Vejo isso todos os dias, enquanto explico frações, um aluno me pergunta onde ele vai usar isso na vida. Outro, mais sincero, pergunta se pode pesquisar no celular porque é mais rápido. E eu penso, rápido para quê? Para chegar onde sem entender o caminho? A frustração mora nesse intervalo entre o tempo da aprendizagem e a pressa do mundo, e ninguém ensinou o professor a mediar essa guerra invisível entre profundidade e superficialidade. Não há política pública que prepare o educador para competir com um universo que grita o tempo todo e chama isso de entretenimento.
Falta política, falta escuta, falta projeto e sobra cobrança. Espera-se que o professor resolva sozinho o que a sociedade inteira empurrou para dentro da escola, conflitos emocionais, lacunas sociais, ausência de limites, excesso de telas, falta de sentido.

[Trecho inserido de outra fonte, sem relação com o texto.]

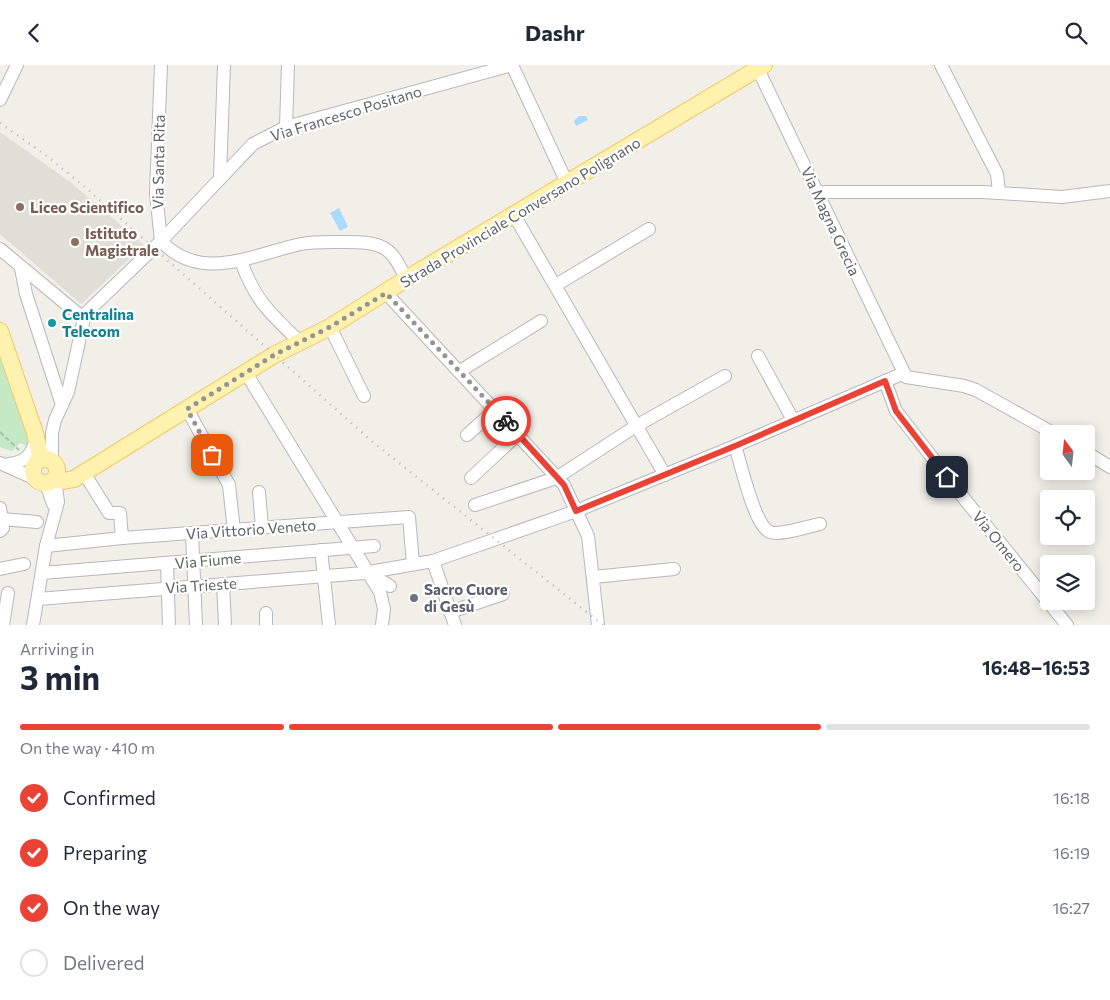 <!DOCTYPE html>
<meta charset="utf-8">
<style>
:root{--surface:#fff;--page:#f6f6f7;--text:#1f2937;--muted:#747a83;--line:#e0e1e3;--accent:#ea4335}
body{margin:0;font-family:Commissioner,sans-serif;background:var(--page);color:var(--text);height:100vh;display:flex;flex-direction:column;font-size:19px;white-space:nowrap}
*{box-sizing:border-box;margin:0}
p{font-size:16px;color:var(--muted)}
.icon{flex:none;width:28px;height:28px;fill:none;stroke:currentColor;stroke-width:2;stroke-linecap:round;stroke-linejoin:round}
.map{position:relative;height:560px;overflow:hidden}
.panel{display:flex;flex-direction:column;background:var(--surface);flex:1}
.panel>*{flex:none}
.needle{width:32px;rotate:345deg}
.buttons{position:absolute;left:1040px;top:360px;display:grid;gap:10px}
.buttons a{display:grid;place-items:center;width:55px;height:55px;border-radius:5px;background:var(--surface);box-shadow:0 2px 12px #0003;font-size:25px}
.pin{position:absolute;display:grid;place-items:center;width:42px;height:42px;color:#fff;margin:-21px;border-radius:10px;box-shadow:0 2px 8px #0006}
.courier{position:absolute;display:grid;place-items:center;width:50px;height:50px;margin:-25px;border:4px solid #ea4335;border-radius:50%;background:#fff;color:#222;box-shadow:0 1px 6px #0007}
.headline em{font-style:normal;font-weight:700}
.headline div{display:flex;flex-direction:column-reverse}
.headline{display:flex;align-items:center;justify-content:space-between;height:85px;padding:0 20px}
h1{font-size:32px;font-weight:700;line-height:38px}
.bar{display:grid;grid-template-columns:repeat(4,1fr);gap:8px 5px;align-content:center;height:60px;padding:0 20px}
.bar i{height:6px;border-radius:4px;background:var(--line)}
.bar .on{background:var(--accent)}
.bar p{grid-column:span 4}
ol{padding:0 20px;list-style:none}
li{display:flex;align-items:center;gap:15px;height:55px}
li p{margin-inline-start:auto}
li .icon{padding:5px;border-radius:50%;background:var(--accent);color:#fff;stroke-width:4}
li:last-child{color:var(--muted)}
li i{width:28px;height:28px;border:2px solid var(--line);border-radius:50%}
header{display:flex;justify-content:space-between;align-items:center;height:65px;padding:0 20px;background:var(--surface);font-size:22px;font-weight:700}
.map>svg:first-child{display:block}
.education{fill:#e1ded6}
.green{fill:#c5e8c5}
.water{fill:#aadaff}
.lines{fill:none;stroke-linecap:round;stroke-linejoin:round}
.minor-casing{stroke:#b5b8bc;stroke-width:14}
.major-casing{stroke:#f2c960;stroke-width:18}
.path{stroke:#9cc7a9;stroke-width:2;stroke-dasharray:5 2.5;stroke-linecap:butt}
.minor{stroke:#fff;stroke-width:12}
.major{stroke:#fff2af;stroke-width:16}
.rail{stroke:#b6b7b8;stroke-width:2.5;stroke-dasharray:1 6;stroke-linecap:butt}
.done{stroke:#929495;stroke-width:5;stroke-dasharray:0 9}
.route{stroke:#ea4335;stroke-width:6}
.education-dot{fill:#8d6e63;stroke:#fff;stroke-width:2}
.culture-dot{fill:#0f9aa8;stroke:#fff;stroke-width:2}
.worship-dot{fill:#6b7280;stroke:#fff;stroke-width:2}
.labels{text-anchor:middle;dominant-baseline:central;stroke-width:4.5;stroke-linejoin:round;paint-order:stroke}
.street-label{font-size:15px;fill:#5f6368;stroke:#fff}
.education-label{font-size:15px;font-weight:bold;fill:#785e54;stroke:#fff;text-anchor:start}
.culture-label{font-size:15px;font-weight:bold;fill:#0d838f;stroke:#fff;text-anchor:start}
.worship-label{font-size:15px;font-weight:bold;fill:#5b616d;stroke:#fff;text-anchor:start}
</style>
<header><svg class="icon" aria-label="back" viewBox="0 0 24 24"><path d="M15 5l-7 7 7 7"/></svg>Dashr<svg class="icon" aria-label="search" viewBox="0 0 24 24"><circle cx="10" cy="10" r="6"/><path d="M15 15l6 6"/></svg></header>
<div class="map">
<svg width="1110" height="560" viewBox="0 0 1110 560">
<rect width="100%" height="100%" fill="#f1efe8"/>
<polygon class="education" points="0,67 69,116 144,180 81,239 0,169"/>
<polygon class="green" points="0,288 30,376 27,381 20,378 12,386 0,382"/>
<g class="water">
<polygon points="579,51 586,51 588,55 576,61 574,56"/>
<polygon points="339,143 348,162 340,166 330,148"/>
</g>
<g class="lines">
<defs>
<g id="minor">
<polyline points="512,0 567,118"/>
<polyline points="756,0 906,312 964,321 976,325 1055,369"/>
<polyline points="941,0 997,109 999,127"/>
<polyline points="0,35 17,0"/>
<polyline points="286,62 288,0"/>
<polyline points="220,112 224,0"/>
<polyline points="816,127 983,127 1062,132 1110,126"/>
<polyline points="514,150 665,410"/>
<path d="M161,176c40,43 93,13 140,3 15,-3 31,-2 46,-2 12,0 26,0 37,6 11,6 17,21 22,31"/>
<polyline points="161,176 156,128 161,0"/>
<polyline points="0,184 83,253"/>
<path d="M241,196c14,40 30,53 60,82"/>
<polyline points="21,203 26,229 62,340"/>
<polyline points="556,220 649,164"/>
<polyline points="386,228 564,420 588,471 598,560"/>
<polyline points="330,262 364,331"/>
<polyline points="758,291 793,355"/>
<polyline points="460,306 541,256"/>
<polyline points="246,308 380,527 384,544 382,560"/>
<polyline points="885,316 896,346 966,436 1067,560"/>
<polyline points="187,344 229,420 234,466"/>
<polyline points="467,370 496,344"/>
<path d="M735,381c6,17 19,80 35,86 10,4 39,-6 50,-8"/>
<polyline points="1086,387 1110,402"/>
<polyline points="52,395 52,368 55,355 68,327 85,249 161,176 253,79 286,62 512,0"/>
<polyline points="0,398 36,414"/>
<path d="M9,399c17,-2 23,-10 27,-25"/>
<polyline points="84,408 109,448 120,448 122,473"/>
<polyline points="471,413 518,369"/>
<polyline points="46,418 53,439"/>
<polyline points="259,427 262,463"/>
<polyline points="475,440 556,413 636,361 725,311"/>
<polyline points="0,443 3,463 0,466"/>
<polyline points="2,454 37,457"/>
<polyline points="192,468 196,560"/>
<polyline points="46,481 122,473 409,452 413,499"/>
<polyline points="321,485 329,560"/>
<polyline points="433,496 455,560"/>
<polyline points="167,498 169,560"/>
<polyline points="0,504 24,499"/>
<polyline points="42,508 374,481"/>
<polyline points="372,510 390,521"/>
<polyline points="593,512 674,504"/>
<polyline points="223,519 225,560"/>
<polyline points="38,534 364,508 433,496 576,446 735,381 904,308"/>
<polyline points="450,547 503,529"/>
<polyline points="266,548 266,560"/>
<polyline points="3,560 8,528"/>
<polyline points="33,560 46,481 58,437 55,414"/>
</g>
<g id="major">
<polyline points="0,266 35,368 41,394"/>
<circle cx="45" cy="406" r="12"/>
<polyline points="56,413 63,416 74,414 274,290 330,262 406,214 764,0"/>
</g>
</defs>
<use href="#minor" class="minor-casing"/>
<use href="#major" class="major-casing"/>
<polyline class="path" points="0,367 19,385"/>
<use href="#minor" class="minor"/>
<use href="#major" class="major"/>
<polyline class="rail" points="0,58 47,91 86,123 374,378 603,560"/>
</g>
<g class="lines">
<polyline class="done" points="212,390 187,344 274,290 330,262 386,228 506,356"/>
<polyline class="route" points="506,356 564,420 576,446 735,381 885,316 896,346 947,412"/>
</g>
<g class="education-dot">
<circle cx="20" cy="142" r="5"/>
<circle cx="75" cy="177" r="5"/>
</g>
<circle class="culture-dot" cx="52" cy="258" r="5"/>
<circle class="worship-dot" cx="414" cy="533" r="5"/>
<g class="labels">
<g class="street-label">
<text transform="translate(346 48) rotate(-17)">Via Francesco Positano</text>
<text transform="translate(158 97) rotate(-89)">Via Santa Rita</text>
<text transform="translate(520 147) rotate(-31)">Strada Provinciale Conversano Polignano</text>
<text transform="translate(831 156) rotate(65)">Via Magna Grecia</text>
<text transform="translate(251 464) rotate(-4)">Via Vittorio Veneto</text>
<text transform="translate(999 476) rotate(51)">Via Omero</text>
<text transform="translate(208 495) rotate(-5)">Via Fiume</text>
<text transform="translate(201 520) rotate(-4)">Via Trieste</text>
</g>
<g class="education-label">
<text x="30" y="142">Liceo Scientifico</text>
<text x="85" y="168">Istituto<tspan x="85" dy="17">Magistrale</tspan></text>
</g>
<g class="culture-label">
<text x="62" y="249">Centralina<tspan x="62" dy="17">Telecom</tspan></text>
</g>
<g class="worship-label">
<text x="424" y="524">Sacro Cuore<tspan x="424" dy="17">di Gesù</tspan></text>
</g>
</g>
</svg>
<div class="buttons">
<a><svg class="needle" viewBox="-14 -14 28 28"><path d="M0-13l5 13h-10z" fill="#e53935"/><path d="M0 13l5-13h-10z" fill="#747a83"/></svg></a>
<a><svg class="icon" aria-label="locate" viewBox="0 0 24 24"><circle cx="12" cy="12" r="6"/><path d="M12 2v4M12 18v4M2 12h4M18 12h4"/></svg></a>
<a><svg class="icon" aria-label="layers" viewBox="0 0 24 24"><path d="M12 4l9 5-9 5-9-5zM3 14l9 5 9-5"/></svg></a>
</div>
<div class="pin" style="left:212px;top:390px;background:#ea580c"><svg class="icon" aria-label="bag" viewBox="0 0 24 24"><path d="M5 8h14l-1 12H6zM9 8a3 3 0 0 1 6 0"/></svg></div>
<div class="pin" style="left:947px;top:412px;background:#1f2937"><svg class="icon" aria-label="home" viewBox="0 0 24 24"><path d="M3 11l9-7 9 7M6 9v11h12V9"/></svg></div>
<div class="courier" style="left:506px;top:356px"><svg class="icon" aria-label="bike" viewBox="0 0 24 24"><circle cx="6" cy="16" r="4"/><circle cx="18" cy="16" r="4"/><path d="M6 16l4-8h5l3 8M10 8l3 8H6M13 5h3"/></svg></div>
</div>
<section class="panel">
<div class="headline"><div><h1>3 min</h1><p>Arriving in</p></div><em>16:48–16:53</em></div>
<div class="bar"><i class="on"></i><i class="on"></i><i class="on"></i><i></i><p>On the way · 410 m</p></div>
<ol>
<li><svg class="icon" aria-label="check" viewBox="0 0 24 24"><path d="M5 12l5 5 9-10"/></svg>Confirmed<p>16:18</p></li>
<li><svg class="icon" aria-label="check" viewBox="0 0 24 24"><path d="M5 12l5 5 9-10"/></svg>Preparing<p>16:19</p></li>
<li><svg class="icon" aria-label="check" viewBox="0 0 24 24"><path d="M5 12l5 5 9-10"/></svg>On the way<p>16:27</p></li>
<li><i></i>Delivered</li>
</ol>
</section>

É o professor buscando soluções na madrugada, entre um café requentado e um planejamento que nunca termina, uma sensação de estar remando contra uma maré que normalizou o absurdo, formar o futuro sem cuidar de quem ensina.
E isso se torna ainda mais cruel nos anos iniciais, onde a base de tudo é construída e, paradoxalmente, a valorização é menor. É ali que se aprende a ler o mundo antes das palavras, a esperar a vez, a ouvir o outro, mas o professor dessa etapa ainda é visto como alguém que “só cuida”, como se cuidar não fosse o ato mais complexo da educação.

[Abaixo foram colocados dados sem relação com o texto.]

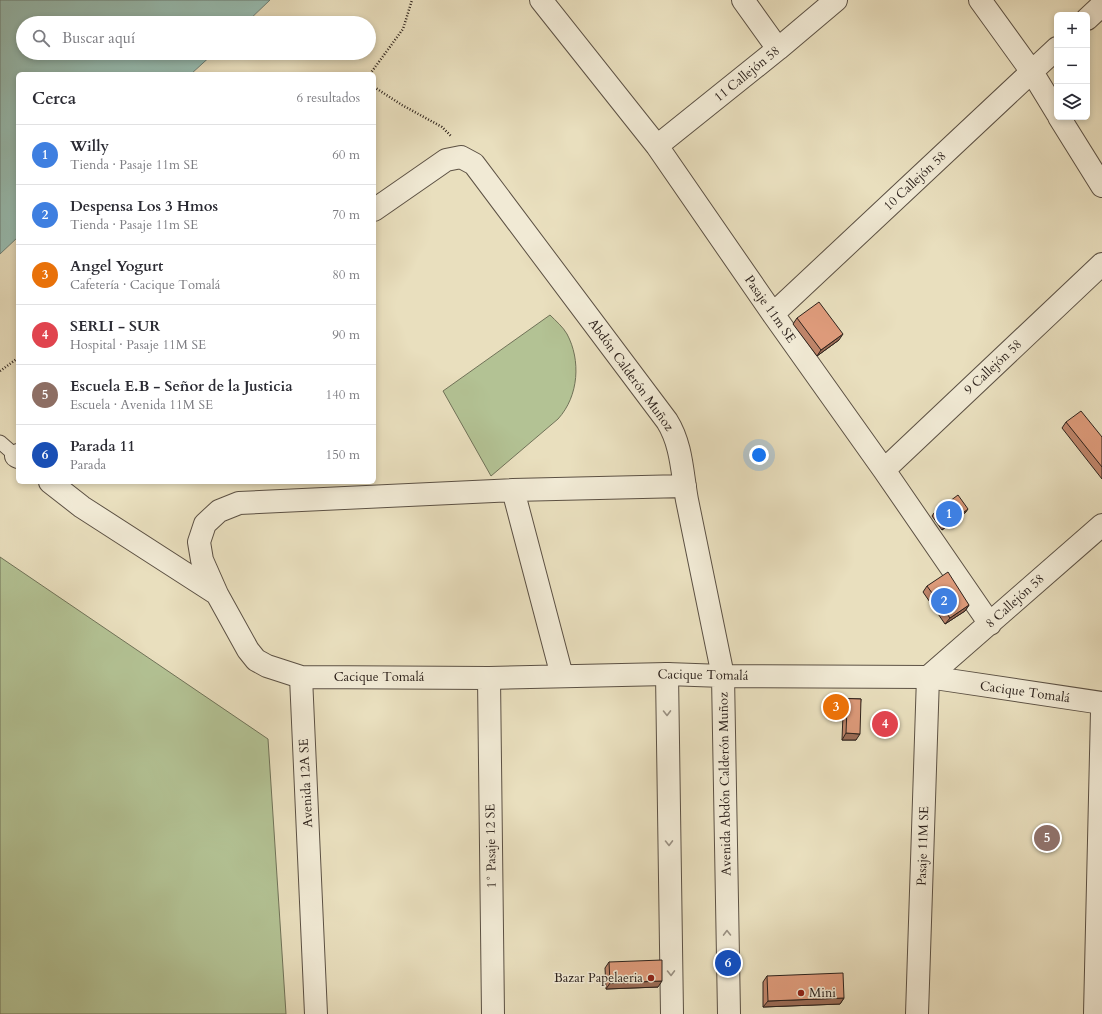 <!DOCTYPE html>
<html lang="es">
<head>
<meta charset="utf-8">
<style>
  :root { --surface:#fff; --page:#f2f2f3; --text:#2b2b33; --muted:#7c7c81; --line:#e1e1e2; --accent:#8f2418 }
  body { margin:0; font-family:Cardo,serif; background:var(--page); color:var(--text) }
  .controls { position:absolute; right:12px; top:12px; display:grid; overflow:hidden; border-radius:6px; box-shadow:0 2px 6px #0003 }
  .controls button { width:36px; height:36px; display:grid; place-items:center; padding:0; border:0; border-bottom:1px solid var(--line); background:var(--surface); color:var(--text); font:20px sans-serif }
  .you { position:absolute; left:759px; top:455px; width:14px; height:14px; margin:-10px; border:3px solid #fff; border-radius:50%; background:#1a73e8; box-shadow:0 0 0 6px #1a73e833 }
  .badge { display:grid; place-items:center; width:26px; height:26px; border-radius:50%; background:var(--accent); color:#fff; font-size:13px; font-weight:700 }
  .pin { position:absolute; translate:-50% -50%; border:2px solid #fff; box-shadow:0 1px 4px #0006 }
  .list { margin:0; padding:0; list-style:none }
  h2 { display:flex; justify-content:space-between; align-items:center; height:52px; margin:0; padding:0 16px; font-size:17px }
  h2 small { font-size:13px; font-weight:400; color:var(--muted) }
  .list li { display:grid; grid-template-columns:26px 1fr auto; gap:12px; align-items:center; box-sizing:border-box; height:60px; padding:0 16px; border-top:1px solid var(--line) }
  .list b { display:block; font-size:15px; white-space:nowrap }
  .list p { margin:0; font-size:13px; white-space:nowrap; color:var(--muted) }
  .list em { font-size:13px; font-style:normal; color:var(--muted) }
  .icon { flex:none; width:22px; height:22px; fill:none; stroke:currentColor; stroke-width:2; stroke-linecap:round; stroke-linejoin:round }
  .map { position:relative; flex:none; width:1102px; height:1014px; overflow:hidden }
  .search { position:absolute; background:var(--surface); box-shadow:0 2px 6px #0003; left:16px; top:16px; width:360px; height:44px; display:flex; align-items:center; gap:10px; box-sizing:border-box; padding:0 14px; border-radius:22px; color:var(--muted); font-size:15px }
  .panel { position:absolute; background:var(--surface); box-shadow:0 2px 6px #0003; left:16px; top:72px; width:360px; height:412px; border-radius:6px }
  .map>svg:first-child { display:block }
</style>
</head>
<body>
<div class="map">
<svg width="1102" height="1014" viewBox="0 0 1102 1014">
  <rect width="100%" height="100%" fill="#e9dfbe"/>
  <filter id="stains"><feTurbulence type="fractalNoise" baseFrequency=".005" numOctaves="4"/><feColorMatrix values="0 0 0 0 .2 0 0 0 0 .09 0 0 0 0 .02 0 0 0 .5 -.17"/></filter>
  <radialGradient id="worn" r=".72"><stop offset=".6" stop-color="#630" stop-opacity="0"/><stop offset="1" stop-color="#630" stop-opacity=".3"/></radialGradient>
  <path fill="#b3c294" stroke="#707258" d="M550,315C556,321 563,327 567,334C581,360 579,396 558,419L491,476L443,391Z
    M0,557L268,739L286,1014H0Z"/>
  <path fill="#97bdb2" stroke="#6d7f76" d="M0,0H270L246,23H23V53H214L191,74H18V237L0,254Z"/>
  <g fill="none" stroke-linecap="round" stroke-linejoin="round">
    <defs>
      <path id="service" d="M0,442L16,456"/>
      <path id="minor" d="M541,0L657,146L773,314L884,470L990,624
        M743,0L778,49
        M980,0L1032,72L1057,113
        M1087,19L1102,5
        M1059,117L1102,186
        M657,146L778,49L836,0
        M374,210L446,160L461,157L474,164L667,421C682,445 682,473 687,500C699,559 711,617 723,676
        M773,314L1057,48
        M18,455L16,456L18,457
        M884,470L1102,264
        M50,482L82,507L217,594
        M513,490L562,676
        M667,674L489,678L301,677L267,666L256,660L248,650L217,594L202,560L199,542L205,524L219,511L239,503L513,490L685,486
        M301,677L316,1014
        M489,678L493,1014
        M917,1014L928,677L1102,525
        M1095,1014L1102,711"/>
      <path id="tertiary" d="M723,676L729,1014
        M672,1014L667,674L723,676L928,677L1102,703"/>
    </defs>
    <use href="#service" stroke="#5c5144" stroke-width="15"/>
    <use href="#minor" stroke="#5c5144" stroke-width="24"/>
    <use href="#tertiary" stroke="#5c5144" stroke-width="24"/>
    <path stroke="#2d221c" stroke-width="2.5" stroke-dasharray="1 2" stroke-linecap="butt" d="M370,74L403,29L412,0
      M374,87L402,105L442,127L451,136
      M0,371L18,358"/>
    <use href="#service" stroke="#f1ead5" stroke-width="13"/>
    <use href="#minor" stroke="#f1ead5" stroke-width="22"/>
    <use href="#tertiary" stroke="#f1ead5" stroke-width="22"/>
  </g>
  <path fill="#bf856a" stroke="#2d221c" d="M797,318L839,340L817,356L793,324Z
    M1066,422L1102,437V479L1062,428Z
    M966,512L942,530L932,516L934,513Z
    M927,586L969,605L965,611L945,624L923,592Z
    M832,698L861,699L856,740H842L843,714L827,713L828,704Z
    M609,962L658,987L606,989L605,968Z
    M767,976L844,998L840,1004L763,1007V982Z"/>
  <path fill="#9b6c56" stroke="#2d221c" d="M843,334L839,340L817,356L821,350Z
    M968,509L966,512L942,530L944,527Z
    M969,605L965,611L945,624L950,618Z
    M832,707L847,708L843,714L827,713Z
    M846,733L860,734L856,740H842Z
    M662,981L658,987L606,989L610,983Z
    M844,998L840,1004L763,1007L768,1001Z"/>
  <path fill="#de9b7b" stroke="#2d221c" d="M819,302L843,334L821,350L797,318Z
    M1081,411L1102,437V467L1066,422Z
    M958,495L968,509L944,527L934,513Z
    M948,572L969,605L950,618L927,586Z
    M832,698L861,699L860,734L846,733L847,708L832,707Z
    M662,960V981L610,983L609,962Z
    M843,973L844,998L768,1001L767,976Z"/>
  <defs><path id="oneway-chevron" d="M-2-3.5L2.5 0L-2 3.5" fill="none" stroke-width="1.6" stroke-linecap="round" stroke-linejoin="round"/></defs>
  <g stroke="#999082">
    <use href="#oneway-chevron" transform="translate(667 713) rotate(89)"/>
    <use href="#oneway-chevron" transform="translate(669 843) rotate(89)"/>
    <use href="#oneway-chevron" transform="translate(727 933) rotate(-91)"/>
    <use href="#oneway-chevron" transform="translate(671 973) rotate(89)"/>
  </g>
  <g fill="#8f2418" stroke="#f1ead5" stroke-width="1.5">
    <circle cx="651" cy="978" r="4"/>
    <circle cx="801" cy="993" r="4"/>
  </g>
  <g text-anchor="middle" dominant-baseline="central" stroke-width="3" stroke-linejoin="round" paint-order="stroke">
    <g font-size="13" fill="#2d221c" stroke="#f1ead5">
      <text transform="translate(747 74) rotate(-39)">11 Callejón 58</text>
      <text transform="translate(915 181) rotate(-43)">10 Callejón 58</text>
      <text transform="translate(770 309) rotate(55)">Pasaje 11m SE</text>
      <text transform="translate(993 367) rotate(-43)">9 Callejón 58</text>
      <text transform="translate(631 375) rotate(54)">Abdón Calderón Muñoz</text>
      <text transform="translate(1015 601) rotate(-42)">8 Callejón 58</text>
      <text transform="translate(703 675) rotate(1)">Cacique Tomalá</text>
      <text x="379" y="677">Cacique Tomalá</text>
      <text transform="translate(1025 692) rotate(8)">Cacique Tomalá</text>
      <text transform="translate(306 783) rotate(-93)">Avenida 12A SE</text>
      <text transform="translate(725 784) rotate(-91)">Avenida Abdón Calderón Muñoz</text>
      <text transform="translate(491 846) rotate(-91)">1° Pasaje 12 SE</text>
      <text transform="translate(923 846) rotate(-88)">Pasaje 11M SE</text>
    </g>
    <g font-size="13" fill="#2d221c" stroke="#f1ead5" text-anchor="end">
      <text x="643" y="978">Bazar Papelaeria</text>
      <text x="809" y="993" text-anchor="start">Mini</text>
    </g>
  </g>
  <rect width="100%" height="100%" filter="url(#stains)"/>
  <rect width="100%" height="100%" fill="url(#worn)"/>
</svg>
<div class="controls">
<button>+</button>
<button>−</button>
<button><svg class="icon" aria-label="layers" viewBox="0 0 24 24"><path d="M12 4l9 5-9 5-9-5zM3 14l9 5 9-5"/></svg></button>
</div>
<div class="you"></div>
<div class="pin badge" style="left:949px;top:514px;background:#3f7fe0">1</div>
<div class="pin badge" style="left:944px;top:601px;background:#3f7fe0">2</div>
<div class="pin badge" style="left:836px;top:707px;background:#e8710a">3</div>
<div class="pin badge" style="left:885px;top:724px;background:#e0444e">4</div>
<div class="pin badge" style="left:1047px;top:838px;background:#8d6e63">5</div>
<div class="pin badge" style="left:728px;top:963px;background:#1a4fb4">6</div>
<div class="search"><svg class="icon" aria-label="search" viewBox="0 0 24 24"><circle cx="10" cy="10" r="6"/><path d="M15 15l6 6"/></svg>Buscar aquí</div>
<section class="panel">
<h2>Cerca<small>6 resultados</small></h2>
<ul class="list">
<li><span class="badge" style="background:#3f7fe0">1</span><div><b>Willy</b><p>Tienda · Pasaje 11m SE</p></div><em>60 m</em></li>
<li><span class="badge" style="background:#3f7fe0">2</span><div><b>Despensa Los 3 Hmos</b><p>Tienda · Pasaje 11m SE</p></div><em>70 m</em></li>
<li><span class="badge" style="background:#e8710a">3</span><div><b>Angel Yogurt</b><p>Cafetería · Cacique Tomalá</p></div><em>80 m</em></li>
<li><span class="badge" style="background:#e0444e">4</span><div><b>SERLI - SUR</b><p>Hospital · Pasaje 11M SE</p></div><em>90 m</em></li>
<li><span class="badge" style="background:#8d6e63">5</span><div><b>Escuela E.B - Señor de la Justicia</b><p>Escuela · Avenida 11M SE</p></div><em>140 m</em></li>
<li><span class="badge" style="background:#1a4fb4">6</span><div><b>Parada 11</b><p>Parada</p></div><em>150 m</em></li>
</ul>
</section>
</div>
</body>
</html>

Apesar disso, e talvez por causa disso, há pequenos milagres diários, aquele aluno que finalmente entende e sorri como quem acende uma luz, a criança que escreve a primeira frase sozinha e olha para o professor como quem diz “eu consegui”, um bilhete tímido deixado sobre a mesa: “gosto quando o senhor explica”. São vitórias miúdas, quase invisíveis, mas suficientes para lembrar que a sala de aula ainda é um lugar de resistência e esperança.
No último texto do ano, confesso, seguimos cansados, tentando um reset nestas férias merecidas, e sabendo que não estamos vencidos.
Seguimos dando aula como quem planta árvore sabendo que talvez não sente à sombra, acreditando que a educação não se faz com descartáveis, mas com gente inteira, cuidada, respeitada.
A pergunta que fica, e que talvez precise ecoar no próximo ano, é bem simples e incômoda… que futuro esperamos formar se continuamos tratando quem o constrói como se pudesse ser facilmente substituído?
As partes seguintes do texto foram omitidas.